Personally Identifiable Information (PII)
Any piece of information that can uniquely identify, contact or locate a single person is considered Personally Identifiable Information (PII). PII includes Social Security, credit card, and bank account numbers. Hackers or people with malicious intent, can access your PII in many different ways. They can use your unattended device to get passwords or read emails. They can get your personal information by masquerading as a legitimate website or email to trick you into giving out your personal information. SU will never ask you to reveal any personal information through email or ask you to update your personal information through a link in an email.

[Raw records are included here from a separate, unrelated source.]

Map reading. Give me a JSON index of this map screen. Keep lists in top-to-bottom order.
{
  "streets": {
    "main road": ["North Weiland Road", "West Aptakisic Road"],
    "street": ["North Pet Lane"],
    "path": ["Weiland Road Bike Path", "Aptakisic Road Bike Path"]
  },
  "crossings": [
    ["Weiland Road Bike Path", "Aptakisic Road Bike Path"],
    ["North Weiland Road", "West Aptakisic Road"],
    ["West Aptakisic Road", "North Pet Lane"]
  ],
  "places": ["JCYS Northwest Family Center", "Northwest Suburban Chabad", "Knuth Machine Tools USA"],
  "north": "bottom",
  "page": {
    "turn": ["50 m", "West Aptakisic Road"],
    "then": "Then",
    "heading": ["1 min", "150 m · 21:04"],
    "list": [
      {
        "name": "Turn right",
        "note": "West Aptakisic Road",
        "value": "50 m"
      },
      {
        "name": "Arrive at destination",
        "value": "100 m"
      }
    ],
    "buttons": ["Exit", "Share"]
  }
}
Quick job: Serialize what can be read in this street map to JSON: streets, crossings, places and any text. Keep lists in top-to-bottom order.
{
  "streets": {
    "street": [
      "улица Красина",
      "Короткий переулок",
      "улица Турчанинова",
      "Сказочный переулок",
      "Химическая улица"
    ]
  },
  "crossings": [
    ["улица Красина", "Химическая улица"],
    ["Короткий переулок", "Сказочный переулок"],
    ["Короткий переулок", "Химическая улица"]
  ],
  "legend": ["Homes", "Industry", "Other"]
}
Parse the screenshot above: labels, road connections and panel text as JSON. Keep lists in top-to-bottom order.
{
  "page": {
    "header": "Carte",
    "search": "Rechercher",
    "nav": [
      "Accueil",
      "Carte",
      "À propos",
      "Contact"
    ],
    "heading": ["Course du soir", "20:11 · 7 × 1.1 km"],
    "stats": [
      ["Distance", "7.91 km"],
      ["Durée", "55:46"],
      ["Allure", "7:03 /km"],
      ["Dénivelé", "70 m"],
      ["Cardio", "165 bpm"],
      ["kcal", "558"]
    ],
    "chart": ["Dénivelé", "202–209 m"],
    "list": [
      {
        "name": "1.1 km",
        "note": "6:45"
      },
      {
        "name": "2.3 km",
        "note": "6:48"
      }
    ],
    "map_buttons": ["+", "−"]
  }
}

Protect your digital identity
Never click on embedded links from people you don’t know. Always be wary of unsolicited email or messages on social media sites, even if you think you recognize the sender. Don’t disclose any PII on the phone, in the mail or online unless you know the other party. Limit the amount of personal information you post on social media. Use strong passwords and prevent device theft.
Protect your papers
Don’t leave any sensitive documents, especially those with your PII, where others can find them. Use a shredder to destroy the documents before disposal. Don’t keep your social security number in your wallet or write it on checks. If an organization wants to use your social security number as an identifier ask if they can use something else instead.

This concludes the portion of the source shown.